2. Scientists need better technology

Kristen Harris, a neuroscientist at the University of Texas at Austin, slipped into a computer analogy herself, saying that researchers tend to think a single brain cell has the equivalent power of a laptop. That's just one way of illustrating the daunting complexity of the processes at work in each individual cell.

Scientists have been able to look at the connections between individual neurons in amazing detail, but only by way of a painstaking process. They finely slice neural tissue, scan hundreds of those slices under an electron microscope, and then put those slices back together again in a computer reconstruction, explained Murray Shanahan, a professor of cognitive robotics at Imperial College London. [Image Gallery: Slicing Through the Brain]

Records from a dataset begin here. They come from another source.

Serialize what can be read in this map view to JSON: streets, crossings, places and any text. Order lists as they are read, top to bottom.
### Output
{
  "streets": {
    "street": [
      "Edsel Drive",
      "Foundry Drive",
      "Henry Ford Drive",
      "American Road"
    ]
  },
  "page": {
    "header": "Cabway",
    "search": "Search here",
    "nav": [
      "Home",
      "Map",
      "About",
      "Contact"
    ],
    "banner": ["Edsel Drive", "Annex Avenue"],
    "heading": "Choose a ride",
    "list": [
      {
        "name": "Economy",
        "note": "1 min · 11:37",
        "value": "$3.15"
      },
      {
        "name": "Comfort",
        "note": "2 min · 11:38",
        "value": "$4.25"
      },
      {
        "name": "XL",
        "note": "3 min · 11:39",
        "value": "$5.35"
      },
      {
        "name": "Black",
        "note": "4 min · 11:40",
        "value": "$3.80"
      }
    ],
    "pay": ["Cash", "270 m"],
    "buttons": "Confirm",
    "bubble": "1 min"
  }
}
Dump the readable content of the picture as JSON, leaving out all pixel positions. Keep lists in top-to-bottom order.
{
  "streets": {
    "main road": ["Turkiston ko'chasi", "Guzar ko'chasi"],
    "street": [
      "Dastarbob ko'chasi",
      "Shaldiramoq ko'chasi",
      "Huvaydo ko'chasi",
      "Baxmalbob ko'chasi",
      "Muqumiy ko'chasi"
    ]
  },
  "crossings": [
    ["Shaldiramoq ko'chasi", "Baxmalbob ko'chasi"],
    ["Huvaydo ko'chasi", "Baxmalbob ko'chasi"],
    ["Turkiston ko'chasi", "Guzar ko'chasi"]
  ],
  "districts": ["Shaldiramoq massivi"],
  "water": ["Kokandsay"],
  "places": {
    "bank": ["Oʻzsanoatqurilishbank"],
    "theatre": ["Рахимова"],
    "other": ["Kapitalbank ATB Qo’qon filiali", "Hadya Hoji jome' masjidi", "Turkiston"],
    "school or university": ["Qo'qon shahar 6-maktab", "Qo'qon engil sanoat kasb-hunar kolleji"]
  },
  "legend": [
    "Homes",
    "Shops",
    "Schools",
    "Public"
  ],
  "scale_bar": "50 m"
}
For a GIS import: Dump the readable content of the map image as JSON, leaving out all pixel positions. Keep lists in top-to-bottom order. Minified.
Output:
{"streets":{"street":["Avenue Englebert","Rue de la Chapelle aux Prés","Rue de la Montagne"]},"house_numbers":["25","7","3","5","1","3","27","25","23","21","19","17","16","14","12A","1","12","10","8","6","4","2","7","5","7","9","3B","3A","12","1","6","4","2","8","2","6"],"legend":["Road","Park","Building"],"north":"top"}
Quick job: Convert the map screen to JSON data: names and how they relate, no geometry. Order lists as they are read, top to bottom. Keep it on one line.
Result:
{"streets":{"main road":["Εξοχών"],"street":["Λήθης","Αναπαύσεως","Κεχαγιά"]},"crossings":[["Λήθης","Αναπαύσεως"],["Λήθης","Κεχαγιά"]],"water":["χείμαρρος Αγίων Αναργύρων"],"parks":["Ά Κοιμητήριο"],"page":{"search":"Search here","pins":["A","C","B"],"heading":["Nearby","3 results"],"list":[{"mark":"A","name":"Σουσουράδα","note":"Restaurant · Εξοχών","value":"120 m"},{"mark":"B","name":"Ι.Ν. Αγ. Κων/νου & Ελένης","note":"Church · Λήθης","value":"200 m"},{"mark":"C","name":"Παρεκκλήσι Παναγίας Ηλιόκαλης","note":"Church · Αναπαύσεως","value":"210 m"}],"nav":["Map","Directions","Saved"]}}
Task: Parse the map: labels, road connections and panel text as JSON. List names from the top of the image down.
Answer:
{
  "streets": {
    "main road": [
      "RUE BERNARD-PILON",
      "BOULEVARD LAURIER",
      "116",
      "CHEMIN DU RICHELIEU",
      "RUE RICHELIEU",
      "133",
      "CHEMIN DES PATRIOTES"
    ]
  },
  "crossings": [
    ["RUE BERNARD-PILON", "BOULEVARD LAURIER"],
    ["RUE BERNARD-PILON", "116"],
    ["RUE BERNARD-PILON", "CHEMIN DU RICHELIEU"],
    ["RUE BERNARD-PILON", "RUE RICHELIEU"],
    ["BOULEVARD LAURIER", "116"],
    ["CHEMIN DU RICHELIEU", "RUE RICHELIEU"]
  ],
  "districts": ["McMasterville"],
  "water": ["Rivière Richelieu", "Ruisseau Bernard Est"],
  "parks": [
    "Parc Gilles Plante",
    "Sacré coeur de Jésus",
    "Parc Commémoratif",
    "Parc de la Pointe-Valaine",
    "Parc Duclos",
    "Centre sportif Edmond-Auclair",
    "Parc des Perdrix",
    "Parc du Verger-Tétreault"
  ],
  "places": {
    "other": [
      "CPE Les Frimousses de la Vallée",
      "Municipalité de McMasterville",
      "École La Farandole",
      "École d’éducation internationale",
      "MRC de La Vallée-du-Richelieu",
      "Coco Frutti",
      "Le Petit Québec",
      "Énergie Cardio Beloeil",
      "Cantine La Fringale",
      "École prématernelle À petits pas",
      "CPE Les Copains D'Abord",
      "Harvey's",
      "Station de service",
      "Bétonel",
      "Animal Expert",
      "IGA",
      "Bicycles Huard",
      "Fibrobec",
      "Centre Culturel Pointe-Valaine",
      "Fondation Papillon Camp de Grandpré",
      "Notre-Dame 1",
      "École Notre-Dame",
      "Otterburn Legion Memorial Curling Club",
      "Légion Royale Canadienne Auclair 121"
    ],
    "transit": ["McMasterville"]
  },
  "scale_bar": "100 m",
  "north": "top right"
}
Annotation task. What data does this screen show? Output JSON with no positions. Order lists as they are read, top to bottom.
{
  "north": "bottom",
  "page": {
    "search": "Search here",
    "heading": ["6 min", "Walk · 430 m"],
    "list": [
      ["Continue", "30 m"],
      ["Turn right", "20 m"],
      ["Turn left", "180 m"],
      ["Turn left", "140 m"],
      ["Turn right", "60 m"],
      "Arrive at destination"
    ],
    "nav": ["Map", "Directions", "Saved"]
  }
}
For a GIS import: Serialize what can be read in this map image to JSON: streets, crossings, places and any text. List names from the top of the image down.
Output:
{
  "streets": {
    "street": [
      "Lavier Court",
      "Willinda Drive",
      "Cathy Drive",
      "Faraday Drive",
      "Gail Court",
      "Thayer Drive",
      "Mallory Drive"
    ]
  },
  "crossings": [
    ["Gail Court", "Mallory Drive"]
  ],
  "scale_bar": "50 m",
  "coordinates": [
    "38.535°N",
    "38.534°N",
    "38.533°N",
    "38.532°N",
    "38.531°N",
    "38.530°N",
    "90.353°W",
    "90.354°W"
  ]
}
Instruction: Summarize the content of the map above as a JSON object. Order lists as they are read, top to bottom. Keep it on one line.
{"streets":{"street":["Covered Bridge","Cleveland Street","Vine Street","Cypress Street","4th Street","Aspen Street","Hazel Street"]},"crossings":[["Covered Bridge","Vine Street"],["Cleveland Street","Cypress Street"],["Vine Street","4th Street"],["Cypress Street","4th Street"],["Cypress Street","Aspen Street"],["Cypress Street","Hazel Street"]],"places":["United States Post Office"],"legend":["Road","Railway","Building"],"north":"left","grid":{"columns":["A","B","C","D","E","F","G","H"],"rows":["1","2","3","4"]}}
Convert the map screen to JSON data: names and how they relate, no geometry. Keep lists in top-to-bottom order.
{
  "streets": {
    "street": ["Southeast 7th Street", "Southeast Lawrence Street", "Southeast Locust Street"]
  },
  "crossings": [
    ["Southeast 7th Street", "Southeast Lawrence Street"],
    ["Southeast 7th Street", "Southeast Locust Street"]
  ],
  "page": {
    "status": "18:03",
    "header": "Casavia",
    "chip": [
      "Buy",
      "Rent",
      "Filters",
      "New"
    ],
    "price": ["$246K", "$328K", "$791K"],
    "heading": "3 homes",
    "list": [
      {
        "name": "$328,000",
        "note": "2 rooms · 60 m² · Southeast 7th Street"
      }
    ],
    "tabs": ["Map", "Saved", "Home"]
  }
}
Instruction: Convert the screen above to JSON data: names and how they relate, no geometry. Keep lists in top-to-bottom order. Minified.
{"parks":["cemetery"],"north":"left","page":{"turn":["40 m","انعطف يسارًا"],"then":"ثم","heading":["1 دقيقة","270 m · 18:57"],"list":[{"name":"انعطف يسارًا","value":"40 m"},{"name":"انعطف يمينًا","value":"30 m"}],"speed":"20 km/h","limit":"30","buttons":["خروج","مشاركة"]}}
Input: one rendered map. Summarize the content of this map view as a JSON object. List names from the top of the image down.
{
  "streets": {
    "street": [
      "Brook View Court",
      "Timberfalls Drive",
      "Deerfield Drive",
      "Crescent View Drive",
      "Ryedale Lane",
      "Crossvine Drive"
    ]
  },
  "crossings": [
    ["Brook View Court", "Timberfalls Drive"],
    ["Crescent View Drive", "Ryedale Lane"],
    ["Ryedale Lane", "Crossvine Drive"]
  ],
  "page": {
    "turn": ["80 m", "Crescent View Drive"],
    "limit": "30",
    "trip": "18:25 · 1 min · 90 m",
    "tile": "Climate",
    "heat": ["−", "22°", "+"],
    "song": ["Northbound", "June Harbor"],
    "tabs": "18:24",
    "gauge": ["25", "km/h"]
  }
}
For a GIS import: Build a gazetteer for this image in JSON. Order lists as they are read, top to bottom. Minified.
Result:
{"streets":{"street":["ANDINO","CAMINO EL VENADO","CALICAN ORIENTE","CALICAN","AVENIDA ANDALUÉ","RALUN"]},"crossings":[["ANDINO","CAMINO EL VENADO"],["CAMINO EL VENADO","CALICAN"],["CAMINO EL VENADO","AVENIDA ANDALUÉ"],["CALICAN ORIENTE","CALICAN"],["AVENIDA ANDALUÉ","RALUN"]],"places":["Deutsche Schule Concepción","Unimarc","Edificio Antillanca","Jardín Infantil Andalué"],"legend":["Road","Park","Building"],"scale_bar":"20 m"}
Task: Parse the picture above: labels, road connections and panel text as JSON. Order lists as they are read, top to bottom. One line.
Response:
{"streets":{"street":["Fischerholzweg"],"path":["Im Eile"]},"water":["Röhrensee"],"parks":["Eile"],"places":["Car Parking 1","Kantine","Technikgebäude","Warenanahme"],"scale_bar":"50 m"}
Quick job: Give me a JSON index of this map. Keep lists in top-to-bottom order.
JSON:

To repeat that process for an entire brain would take lifetimes using current technology. And to get an idea of the average brain, scientists would have to compare these trillions of connections across many different brains.

"The big challenge is giving me — the scientist — the tools to do that analysis at a faster level," Harris said. She added that physicists and engineers might be able to help scientists scale up, and she is hopeful the BRAIN initiative will spur such collaboration.

3. It's not all about neurons

Even if newer machines could efficiently map all of the trillions of neuron connections in the brain, scientists would still have to decipher what all of those links mean for human consciousness and behavior.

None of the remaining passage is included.